For nearly four months, police officers on overnight patrols on the No. 7 subway line in Queens have focused on deterring two types of crimes: token booth robberies and thefts by pickpockets who prey silently on riders as they sleep.
The results have been so striking -- a 71 percent drop in grand larcenies and not a single robbed token booth between May 12 and Aug. 11 -- that police and transit officials say they will soon expand the operation to the No. 6 line and possibly the entire system.
''These types of crimes aren't random, they're planned,'' said Inspector Thomas Lawless, who oversees all the police officers assigned to patrol the subways in Queens. ''So we figured we could stop them if we did some planning ourselves. The 7 train seemed a good place to start.''
The program, Operation Awake, concentrates on reducing crime from 10 P.M. to 6 A.M. during the week and from 10 P.M. to 8 A.M. on Saturdays and Sundays.
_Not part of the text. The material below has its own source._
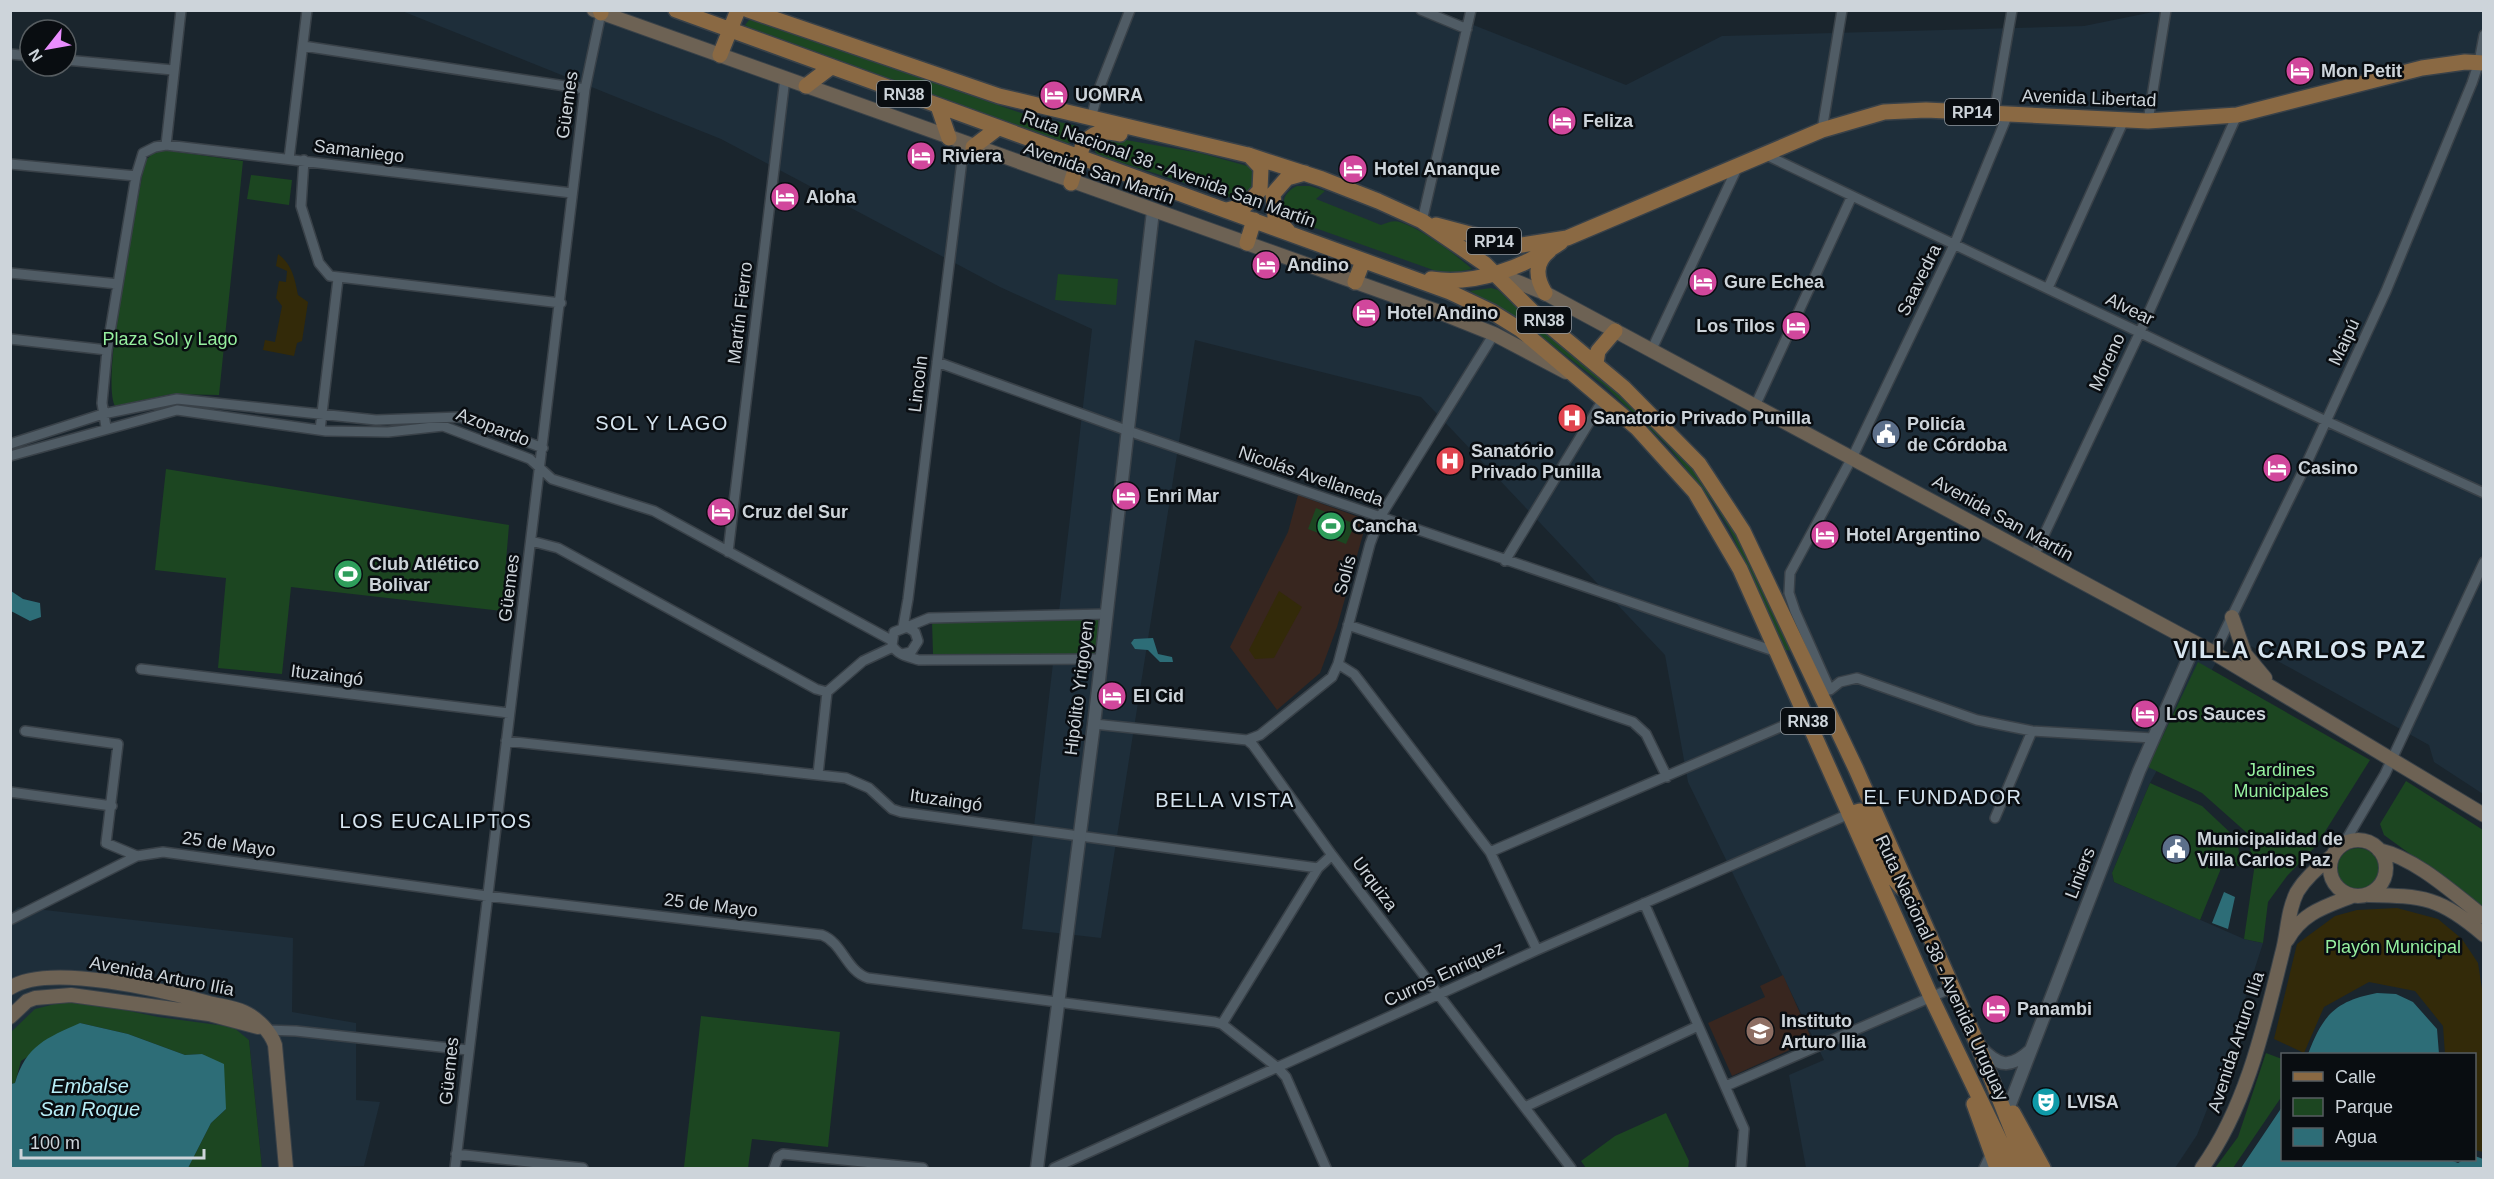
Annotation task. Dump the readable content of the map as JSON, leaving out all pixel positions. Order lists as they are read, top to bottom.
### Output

During these periods, shifts for token booth workers have been staggered so an officer is present whenever a clerk retrieves money from the subway's turnstiles. And trains have been shortened to 6 cars, from the usual 11, so that they are easier to patrol.
Officers also run sting operations to catch what they call ''lush workers'' -- stealthy thieves who often seek victims who are in an alcoholic stupor. The officers keep dossiers on repeat offenders and pass out leaflets in English and Spanish warning riders not to nod off.